In some optional implementation manners of this embodiment, after grouping the unread messages according to the event, the execution body may set different identifiers for the unread messages in different groups, respectively. The identification here may be a font, a font size, a color of a character, a background of a character, etc. For example, after the unread message is divided into two event groups, the font of the unread message in one of the groups may be set as a song font, and the font of the unread message in the other group may be set as a regular font.
In some optional implementations of the present embodiment, the method for generating information disclosed in the present application may be applied to social applications. The target object may be a social object in a social application. The method for generating information disclosed in the present application may also be applied to, for example, a user-customer service communication of an e-commerce application, etc., and is not limited to the above.
In some optional implementations of the embodiment, the target object may be a social object including at least two social users in a social application. For example, the target object may be a group of chat users in the chat software. After the execution subject generates the induction information corresponding to the keyword group, the execution subject may further execute the following steps: for any inductive information, determining an unread message for generating the inductive information; determining a social user who sent the determined unread message from among the at least two social users; the determined social user is displayed while the inductive information is displayed.

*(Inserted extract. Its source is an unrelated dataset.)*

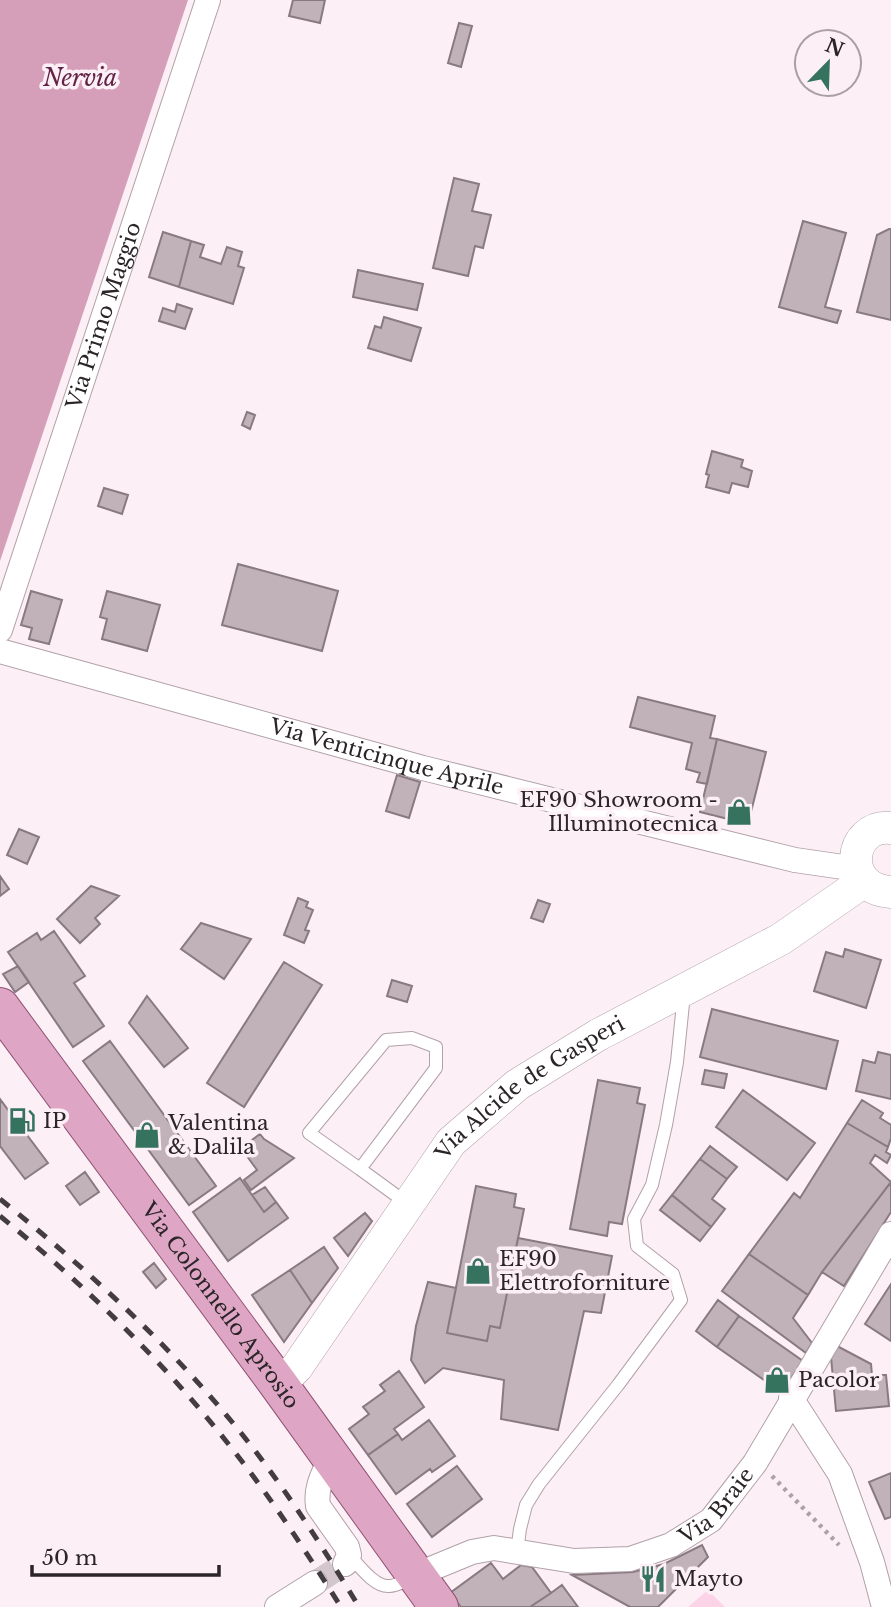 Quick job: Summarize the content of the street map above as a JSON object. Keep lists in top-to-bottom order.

According to the scheme provided by the implementation mode, the summary information is displayed, and the users participating in the event communication are displayed at the same time, so that the users can read the summary information and know the participants of the corresponding events, the summary information is enriched, and the user experience is further improved.

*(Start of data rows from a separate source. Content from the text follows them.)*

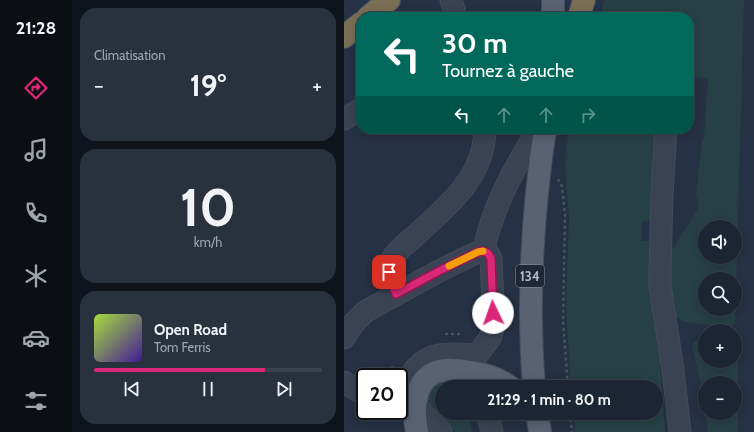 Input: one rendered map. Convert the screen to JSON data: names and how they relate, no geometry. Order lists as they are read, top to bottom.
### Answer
{
  "streets": {
    "main road": ["134"]
  },
  "page": {
    "tabs": "21:28",
    "tile": [
      "Climatisation",
      ["10", "km/h"]
    ],
    "turn": ["30 m", "Tournez à gauche"],
    "heat": ["−", "19°", "+"],
    "map_buttons": ["+", "−"],
    "song": ["Open Road", "Tom Ferris"],
    "limit": "20",
    "trip": "21:29 · 1 min · 80 m"
  }
} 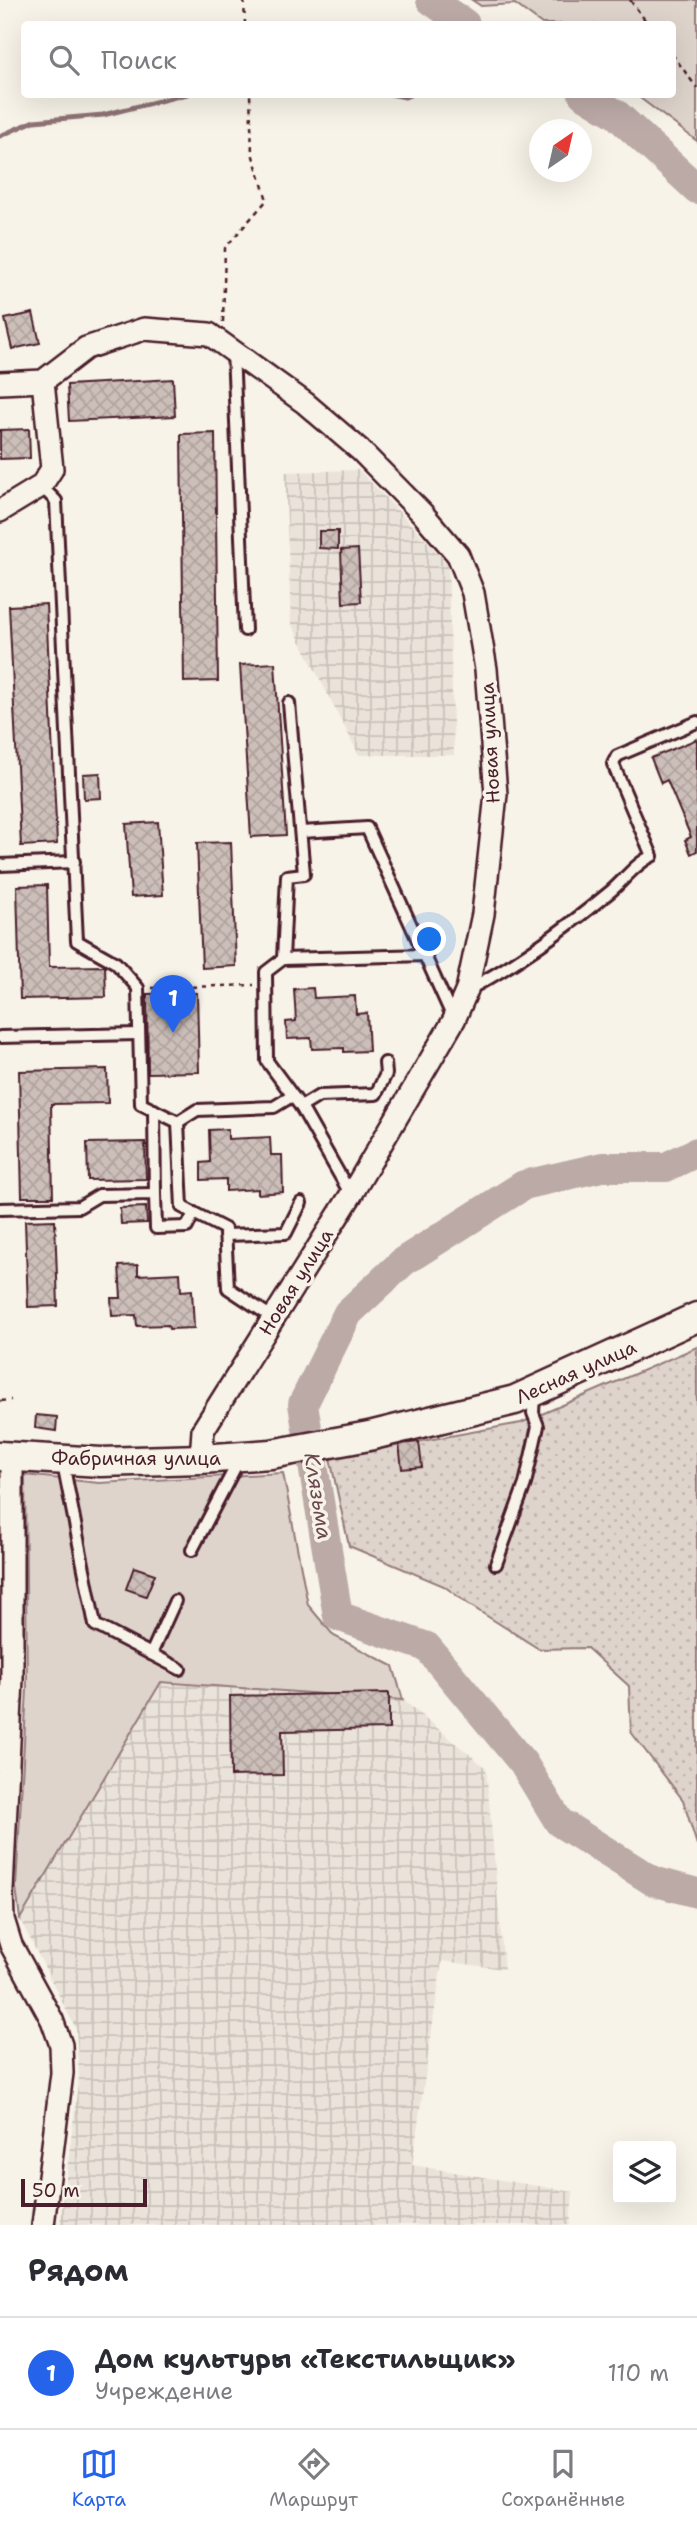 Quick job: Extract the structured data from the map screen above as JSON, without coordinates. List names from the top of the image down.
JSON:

As can be seen from fig. 4, compared with the embodiment corresponding to fig. 2, the flow 400 of the information generating method in this embodiment embodies a step of extracting at least one keyword group from the unread message. Therefore, the scheme described in the embodiment can perform event grouping on the unread messages according to the word segmentation of the unread messages, so that the grouping of the unread messages is more accurate, and the accuracy of the obtained inductive information is improved.
With further reference to fig. 5, as an implementation of the methods shown in the above-mentioned figures, the present disclosure provides an embodiment of an apparatus for information generation, which corresponds to the method embodiment shown in fig. 2, and which is particularly applicable to various electronic devices.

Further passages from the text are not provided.